■ INSTRUCTIONS TO FOLLOW:
Copy out each entry precisely; no image belongs in the result.

■ RECORDS FOR THE TASK:

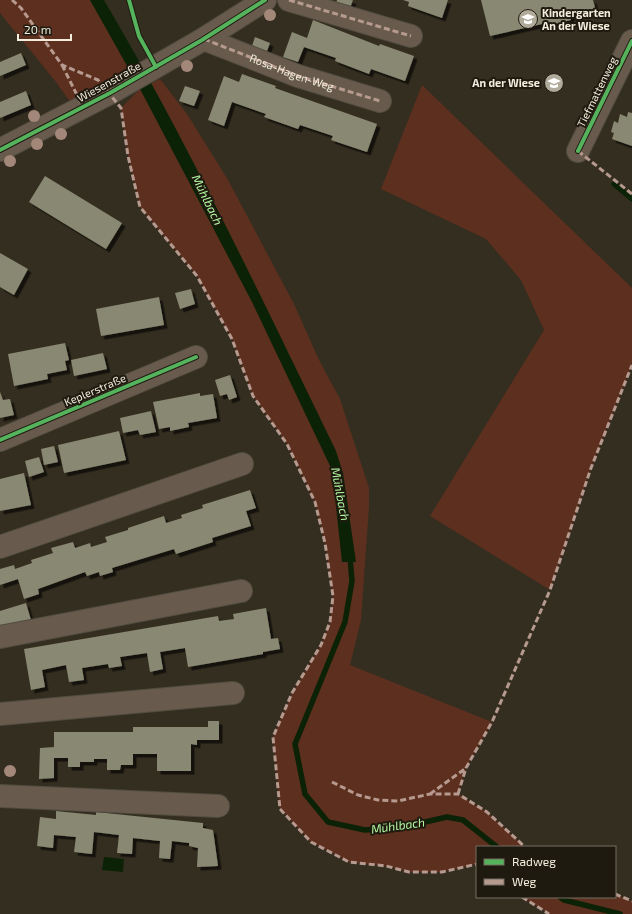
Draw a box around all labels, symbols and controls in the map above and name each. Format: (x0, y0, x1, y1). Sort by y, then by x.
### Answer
place label: Kindergarten An der Wiese (542, 6, 611, 32)
school or university icon: Kindergarten An der Wiese (517, 8, 539, 30)
scale bar (18, 16, 71, 42)
text: 20 m (24, 22, 51, 36)
street label: Rosa-Hagen-Weg (248, 51, 336, 93)
street label: Tiefmattenweg (574, 54, 619, 129)
street label: Wiesenstraße (75, 59, 143, 104)
school or university icon: An der Wiese (543, 72, 565, 94)
place label: An der Wiese (472, 76, 540, 89)
water label: Mühlbach (190, 172, 226, 227)
street label: Keplerstraße (62, 371, 128, 408)
water label: Mühlbach (329, 466, 353, 522)
water label: Mühlbach (370, 814, 426, 836)
legend (476, 846, 616, 898)
text: Radweg (512, 854, 556, 868)
text: Weg (512, 874, 537, 888)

■ WRITTEN RESPONSE:
Draw a box around all labels, symbols and controls in the map above and name each. Format: (x0, y0, x1, y1). Sort by y, then by x.
### Answer
place label: Kindergarten An der Wiese (542, 6, 611, 32)
school or university icon: Kindergarten An der Wiese (517, 8, 539, 30)
scale bar (18, 16, 71, 42)
text: 20 m (24, 22, 51, 36)
street label: Rosa-Hagen-Weg (248, 51, 336, 93)
street label: Tiefmattenweg (574, 54, 619, 129)
street label: Wiesenstraße (75, 59, 143, 104)
school or university icon: An der Wiese (543, 72, 565, 94)
place label: An der Wiese (472, 76, 540, 89)
water label: Mühlbach (190, 172, 226, 227)
street label: Keplerstraße (62, 371, 128, 408)
water label: Mühlbach (329, 466, 353, 522)
water label: Mühlbach (370, 814, 426, 836)
legend (476, 846, 616, 898)
text: Radweg (512, 854, 556, 868)
text: Weg (512, 874, 537, 888)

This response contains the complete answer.